25200 is the number of seconds to add to the photo time to get GMT time. (Arizona is -7 hours relative to GMT.)

I did not have my GPS running all the time so some photos didn't get tagged. (GPS was running out of track memory and I shut it off to avoid having the first part of the track get erased.)

The kml file can be viewed in Google Earth, and will show the pictures at their correct locations.

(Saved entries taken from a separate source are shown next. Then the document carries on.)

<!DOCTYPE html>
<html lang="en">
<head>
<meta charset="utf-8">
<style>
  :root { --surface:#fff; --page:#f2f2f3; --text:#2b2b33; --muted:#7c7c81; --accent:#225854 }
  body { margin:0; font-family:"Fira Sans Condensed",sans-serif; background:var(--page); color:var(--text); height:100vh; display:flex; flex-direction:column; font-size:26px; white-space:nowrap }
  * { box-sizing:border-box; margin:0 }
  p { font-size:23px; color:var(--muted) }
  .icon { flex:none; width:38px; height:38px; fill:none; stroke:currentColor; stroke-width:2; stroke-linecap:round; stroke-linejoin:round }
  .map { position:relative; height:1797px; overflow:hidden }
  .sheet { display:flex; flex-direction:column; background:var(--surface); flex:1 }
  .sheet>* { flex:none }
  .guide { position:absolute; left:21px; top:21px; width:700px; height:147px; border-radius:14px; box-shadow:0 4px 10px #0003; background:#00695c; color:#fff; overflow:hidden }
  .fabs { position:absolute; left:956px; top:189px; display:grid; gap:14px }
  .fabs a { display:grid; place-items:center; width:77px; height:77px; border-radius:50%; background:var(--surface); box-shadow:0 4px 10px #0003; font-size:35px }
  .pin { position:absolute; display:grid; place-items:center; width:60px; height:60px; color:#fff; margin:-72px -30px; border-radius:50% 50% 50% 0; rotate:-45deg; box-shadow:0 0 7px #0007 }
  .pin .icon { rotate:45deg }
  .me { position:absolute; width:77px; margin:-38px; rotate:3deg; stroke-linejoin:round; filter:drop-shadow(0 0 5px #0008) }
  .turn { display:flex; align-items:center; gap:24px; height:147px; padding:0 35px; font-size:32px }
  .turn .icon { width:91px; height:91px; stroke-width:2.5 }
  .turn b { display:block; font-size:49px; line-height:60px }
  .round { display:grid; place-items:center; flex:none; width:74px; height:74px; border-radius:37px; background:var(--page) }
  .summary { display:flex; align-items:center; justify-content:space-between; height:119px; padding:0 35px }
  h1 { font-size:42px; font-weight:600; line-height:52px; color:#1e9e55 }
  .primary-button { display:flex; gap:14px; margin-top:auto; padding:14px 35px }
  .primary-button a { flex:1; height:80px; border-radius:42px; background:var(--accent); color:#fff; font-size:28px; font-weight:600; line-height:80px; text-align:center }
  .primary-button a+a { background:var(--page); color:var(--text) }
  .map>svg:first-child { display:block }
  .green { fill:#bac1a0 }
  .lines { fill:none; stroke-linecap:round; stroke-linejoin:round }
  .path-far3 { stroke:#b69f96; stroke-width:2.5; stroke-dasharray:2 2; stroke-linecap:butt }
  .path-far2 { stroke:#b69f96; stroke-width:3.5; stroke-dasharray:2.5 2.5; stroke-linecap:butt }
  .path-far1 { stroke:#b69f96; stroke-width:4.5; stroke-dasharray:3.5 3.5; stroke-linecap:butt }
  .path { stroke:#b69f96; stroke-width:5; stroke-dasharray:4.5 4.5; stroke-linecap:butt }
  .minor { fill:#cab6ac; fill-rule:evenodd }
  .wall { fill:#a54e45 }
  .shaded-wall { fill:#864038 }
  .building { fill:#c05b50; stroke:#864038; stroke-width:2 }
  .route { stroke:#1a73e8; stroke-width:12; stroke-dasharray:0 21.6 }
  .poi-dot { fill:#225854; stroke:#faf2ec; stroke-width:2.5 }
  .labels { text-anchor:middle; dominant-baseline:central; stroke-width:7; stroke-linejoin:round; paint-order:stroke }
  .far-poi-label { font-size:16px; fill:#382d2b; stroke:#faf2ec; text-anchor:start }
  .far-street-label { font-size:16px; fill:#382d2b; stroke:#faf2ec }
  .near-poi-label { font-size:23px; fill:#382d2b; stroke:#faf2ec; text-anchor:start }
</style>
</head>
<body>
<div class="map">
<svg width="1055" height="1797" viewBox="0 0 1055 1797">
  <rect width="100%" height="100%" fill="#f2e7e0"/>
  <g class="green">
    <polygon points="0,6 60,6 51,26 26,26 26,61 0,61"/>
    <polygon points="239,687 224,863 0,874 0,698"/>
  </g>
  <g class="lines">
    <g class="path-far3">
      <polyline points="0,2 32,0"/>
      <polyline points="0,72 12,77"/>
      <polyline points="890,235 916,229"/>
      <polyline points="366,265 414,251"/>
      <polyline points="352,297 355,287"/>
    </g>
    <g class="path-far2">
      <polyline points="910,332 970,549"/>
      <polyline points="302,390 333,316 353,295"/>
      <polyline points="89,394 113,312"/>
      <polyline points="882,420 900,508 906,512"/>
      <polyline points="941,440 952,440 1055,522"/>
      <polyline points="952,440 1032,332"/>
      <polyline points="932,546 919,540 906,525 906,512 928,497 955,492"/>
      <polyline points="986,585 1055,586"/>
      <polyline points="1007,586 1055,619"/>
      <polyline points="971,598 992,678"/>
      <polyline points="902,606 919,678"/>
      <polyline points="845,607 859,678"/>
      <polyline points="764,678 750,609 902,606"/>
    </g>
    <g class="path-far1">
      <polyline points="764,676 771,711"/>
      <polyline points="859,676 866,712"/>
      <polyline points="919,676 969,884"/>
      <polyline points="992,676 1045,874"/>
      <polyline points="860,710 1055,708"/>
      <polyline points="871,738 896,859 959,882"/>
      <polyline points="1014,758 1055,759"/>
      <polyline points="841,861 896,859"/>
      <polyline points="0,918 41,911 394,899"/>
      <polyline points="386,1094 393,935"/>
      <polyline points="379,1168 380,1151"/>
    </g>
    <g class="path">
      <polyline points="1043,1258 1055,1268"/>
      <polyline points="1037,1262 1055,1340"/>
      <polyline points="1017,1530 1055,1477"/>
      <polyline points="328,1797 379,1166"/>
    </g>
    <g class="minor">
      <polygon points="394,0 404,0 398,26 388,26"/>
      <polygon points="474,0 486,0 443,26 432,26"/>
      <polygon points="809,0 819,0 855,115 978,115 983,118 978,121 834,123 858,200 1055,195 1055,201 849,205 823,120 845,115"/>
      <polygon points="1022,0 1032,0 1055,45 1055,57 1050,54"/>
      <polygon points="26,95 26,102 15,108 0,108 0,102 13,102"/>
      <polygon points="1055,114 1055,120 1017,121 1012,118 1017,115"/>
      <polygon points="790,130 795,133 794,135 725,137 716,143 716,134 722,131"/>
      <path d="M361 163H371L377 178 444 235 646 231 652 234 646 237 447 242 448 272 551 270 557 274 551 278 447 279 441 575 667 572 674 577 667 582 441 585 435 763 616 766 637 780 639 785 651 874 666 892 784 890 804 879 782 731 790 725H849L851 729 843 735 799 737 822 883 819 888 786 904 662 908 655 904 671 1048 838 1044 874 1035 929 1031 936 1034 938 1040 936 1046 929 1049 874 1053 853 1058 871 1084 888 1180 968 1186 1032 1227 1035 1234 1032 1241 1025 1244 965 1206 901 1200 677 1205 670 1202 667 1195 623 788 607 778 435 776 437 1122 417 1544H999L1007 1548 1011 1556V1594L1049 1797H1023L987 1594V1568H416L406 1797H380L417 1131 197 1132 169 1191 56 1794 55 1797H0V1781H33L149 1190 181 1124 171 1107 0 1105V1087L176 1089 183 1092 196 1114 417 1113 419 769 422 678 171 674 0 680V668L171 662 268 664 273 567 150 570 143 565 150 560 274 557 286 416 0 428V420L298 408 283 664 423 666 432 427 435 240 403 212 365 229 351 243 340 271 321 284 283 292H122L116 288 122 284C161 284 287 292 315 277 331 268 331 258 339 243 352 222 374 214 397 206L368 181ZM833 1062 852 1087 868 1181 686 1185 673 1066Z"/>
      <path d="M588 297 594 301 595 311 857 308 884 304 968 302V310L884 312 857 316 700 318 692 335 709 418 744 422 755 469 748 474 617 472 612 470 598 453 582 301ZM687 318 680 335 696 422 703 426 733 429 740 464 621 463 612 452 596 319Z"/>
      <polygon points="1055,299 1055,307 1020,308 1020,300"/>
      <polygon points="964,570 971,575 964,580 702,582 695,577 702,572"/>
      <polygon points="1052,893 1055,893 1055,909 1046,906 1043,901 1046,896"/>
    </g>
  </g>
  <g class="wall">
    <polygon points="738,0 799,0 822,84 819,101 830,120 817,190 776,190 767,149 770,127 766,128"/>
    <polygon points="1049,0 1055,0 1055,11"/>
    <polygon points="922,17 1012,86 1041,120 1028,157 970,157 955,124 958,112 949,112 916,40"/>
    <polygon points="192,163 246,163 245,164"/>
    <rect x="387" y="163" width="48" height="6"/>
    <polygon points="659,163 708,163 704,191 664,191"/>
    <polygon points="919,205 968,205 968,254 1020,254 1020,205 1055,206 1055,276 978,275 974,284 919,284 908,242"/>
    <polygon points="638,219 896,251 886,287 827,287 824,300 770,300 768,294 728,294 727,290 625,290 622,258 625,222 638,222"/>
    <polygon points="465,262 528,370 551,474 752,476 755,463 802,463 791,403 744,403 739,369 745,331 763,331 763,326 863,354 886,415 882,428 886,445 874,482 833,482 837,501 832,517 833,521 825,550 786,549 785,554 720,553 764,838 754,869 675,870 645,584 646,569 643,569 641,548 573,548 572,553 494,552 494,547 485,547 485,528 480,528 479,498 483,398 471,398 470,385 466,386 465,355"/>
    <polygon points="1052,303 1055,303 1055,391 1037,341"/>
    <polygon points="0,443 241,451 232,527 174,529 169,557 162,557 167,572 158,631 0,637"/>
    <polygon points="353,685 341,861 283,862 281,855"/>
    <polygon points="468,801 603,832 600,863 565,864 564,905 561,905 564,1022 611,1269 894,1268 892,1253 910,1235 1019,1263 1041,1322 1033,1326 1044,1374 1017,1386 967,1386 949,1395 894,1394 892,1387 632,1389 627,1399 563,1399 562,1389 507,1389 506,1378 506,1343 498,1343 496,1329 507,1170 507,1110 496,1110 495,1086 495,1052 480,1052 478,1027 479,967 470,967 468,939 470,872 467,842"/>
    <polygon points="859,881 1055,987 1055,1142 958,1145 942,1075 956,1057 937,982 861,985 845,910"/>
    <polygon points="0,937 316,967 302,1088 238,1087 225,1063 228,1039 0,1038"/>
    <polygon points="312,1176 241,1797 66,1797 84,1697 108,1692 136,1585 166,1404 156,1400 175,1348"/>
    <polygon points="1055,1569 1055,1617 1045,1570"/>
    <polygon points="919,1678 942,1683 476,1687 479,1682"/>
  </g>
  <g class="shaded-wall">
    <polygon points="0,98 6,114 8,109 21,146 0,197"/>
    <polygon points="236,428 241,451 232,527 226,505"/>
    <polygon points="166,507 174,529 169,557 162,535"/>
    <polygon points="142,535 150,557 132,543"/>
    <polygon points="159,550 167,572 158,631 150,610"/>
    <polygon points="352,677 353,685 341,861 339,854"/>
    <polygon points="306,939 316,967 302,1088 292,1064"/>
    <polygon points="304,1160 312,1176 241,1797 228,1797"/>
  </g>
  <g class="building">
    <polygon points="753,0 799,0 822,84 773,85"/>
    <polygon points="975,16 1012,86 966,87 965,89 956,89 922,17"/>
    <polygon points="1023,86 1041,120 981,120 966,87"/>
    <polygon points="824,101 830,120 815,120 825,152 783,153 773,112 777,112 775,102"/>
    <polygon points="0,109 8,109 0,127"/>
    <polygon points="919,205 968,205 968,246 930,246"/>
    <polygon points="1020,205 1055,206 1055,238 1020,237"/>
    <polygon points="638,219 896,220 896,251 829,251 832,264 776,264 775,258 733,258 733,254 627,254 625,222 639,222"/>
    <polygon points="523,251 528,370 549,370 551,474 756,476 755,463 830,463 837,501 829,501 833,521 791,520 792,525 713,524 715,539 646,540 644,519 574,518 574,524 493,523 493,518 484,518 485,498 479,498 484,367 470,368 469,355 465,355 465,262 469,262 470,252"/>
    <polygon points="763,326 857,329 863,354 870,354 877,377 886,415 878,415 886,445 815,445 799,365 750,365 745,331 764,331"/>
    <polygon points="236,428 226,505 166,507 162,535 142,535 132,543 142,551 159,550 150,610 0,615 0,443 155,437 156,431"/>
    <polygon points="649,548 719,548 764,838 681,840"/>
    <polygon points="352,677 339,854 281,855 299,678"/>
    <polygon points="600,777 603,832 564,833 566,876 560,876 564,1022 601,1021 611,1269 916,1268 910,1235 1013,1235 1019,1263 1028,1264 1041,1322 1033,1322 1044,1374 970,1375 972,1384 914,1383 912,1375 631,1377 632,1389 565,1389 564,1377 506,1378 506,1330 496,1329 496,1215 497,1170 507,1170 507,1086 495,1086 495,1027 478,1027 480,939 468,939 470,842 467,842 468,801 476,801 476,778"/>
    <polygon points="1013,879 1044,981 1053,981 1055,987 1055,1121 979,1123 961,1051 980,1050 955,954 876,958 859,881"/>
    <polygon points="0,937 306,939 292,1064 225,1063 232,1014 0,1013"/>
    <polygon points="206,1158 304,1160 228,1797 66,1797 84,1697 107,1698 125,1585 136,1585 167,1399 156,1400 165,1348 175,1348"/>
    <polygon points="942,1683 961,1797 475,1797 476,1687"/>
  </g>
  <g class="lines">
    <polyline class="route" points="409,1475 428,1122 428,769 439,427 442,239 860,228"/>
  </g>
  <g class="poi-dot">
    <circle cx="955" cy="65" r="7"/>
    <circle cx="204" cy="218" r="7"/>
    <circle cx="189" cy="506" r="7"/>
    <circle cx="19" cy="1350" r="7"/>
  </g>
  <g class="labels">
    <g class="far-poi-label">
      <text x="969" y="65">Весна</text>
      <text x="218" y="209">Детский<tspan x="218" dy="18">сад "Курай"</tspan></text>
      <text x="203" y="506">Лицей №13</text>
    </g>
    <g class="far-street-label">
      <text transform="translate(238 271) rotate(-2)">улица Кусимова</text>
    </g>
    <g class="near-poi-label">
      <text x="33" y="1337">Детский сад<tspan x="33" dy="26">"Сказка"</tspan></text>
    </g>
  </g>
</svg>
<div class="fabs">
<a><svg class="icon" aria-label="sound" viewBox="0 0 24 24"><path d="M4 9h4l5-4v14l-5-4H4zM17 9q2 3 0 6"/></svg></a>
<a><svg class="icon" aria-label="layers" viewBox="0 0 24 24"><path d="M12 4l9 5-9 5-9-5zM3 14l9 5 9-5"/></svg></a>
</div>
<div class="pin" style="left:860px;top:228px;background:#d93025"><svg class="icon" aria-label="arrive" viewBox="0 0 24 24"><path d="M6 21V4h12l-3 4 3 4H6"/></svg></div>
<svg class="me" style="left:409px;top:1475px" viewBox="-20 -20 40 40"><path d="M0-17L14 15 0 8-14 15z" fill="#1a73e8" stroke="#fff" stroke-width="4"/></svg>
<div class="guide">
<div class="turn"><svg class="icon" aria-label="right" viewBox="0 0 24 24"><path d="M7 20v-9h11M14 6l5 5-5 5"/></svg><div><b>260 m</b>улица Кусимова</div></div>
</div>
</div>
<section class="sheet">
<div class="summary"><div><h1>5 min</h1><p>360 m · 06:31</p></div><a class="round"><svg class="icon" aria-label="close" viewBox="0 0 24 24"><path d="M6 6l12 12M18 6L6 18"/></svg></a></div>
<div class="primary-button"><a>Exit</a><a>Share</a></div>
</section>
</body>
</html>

  • geophoto I didn't try this yet
  • GPSCorrelate Has a GUI, but I didn't manage to get either the GUI or command line version to work:
[proton][02:48:04 PM] gpscorrelate --timeadd -7 -g ~/gps/20080315-south-mtn.gpx -v 20080315-19.12.52.jpg
EXIF-GPS Photo matching program.
Daniel Foote, 2005.

Reading GPS Data...

Correlate:
20080315-19.12.52.jpg: No match.

Completed correlation process.
Matched:     0 (0 Exact, 0 Interpolated, 0 Rounded).
Failed:      1 (1 Not matched, 0 Write failure, 0 Too Far,
                0 No Date, 0 GPS Already Present.)

Unsolved problems

  • There is no cross-platform method of doing drag-and-drop of files to a browser, to upload to an online album service, or printing service. What exists are hacks involving XUL (Mozilla-only), ActiveX (Explorer-only), and Java (only with signed applets, because it would be a security violation otherwise). Consequently getting images printed is usually a tedious one-at-a-time upload process.